BS on a Friday night

angryclown

Jingang
This is one of the few Japanese martial art clips that I like.
I don't think there's anything particularly relevant to what we do there, I just like to watch it. Don Angier was a beast, and he only took a few students in his garage, so by-and-large what he did in seminars was with people who trained adjacent arts, but weren't his regular students.

I met Don Angier in the late 90s, when a friend and I went and watched him teach a seminar in Dallas, TX. My friend and I went up to meet him during a break, and when he found out we were theater guys, he started telling us about how after he retired from being an undercover cop, he got interested in makeup and special effects for movies. He went to a shop in LA and asked if he could work there for free helping out with whatever, and in exchange they let him learn and stay after hours to work on whatever he wanted. He was doing some stuff one night when a producer walked in and started checking out his work. The producer liked it, and asked if Don wanted to work on his movie. Don said he would love to, but he was just a guy and wasn't even in the union, so he wouldn't be allowed to. The way a lot of trade unions work is that you can only hire someone from outside the union if no one in the union can or wants to do the work. So this producer had his people call every makeup artist in the union and ask them if they wanted to do a movie with a young director and a bunch of kids for several weeks in the desert. Predictably, they all said no, and Don was inducted into the union so he could do the movie. As it turns out, that young director was Stephen Spielberg, and the movie with a bunch of kids in the desert was Close Encounters of the Third Kind.

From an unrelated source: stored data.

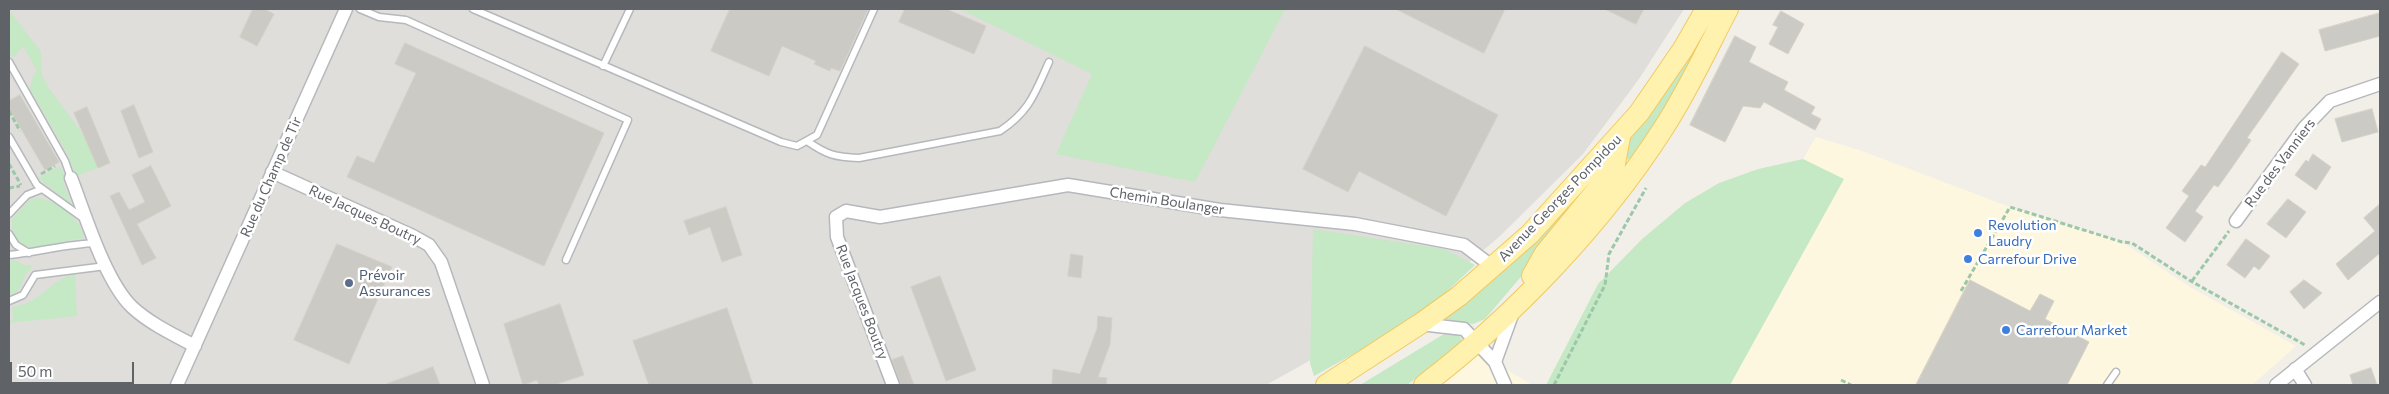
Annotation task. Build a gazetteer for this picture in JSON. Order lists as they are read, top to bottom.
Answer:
{
  "streets": {
    "main road": ["Avenue Georges Pompidou"],
    "street": [
      "Rue des Vanniers",
      "Rue du Champ de Tir",
      "Chemin Boulanger",
      "Rue Jacques Boutry"
    ]
  },
  "crossings": [
    ["Rue du Champ de Tir", "Rue Jacques Boutry"],
    ["Avenue Georges Pompidou", "Chemin Boulanger"],
    ["Chemin Boulanger", "Rue Jacques Boutry"]
  ],
  "places": [
    "Revolution Laudry",
    "Carrefour Drive",
    "Prévoir Assurances",
    "Carrefour Market"
  ],
  "scale_bar": "50 m"
}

Later on, Don got a job as a makeup artist for The Incredible Hulk with Lou Ferrigno. He said Lou was a sweet guy, but about as smart as a pile of rocks. They kept having problems shooting scenes where the Hulk comes smashing through a wall, but Lou would miss his cue because he couldn't figure out which was the break-away wall. As a simple solution, they put a sign on it that said "Breakaway Wall." Naturally, they had to move the sign when it was time to shoot the scene, and naturally, Lou broke in through the non-breakaway wall that they had moved the sign to. There were lots of other funny stories about Lou, as well.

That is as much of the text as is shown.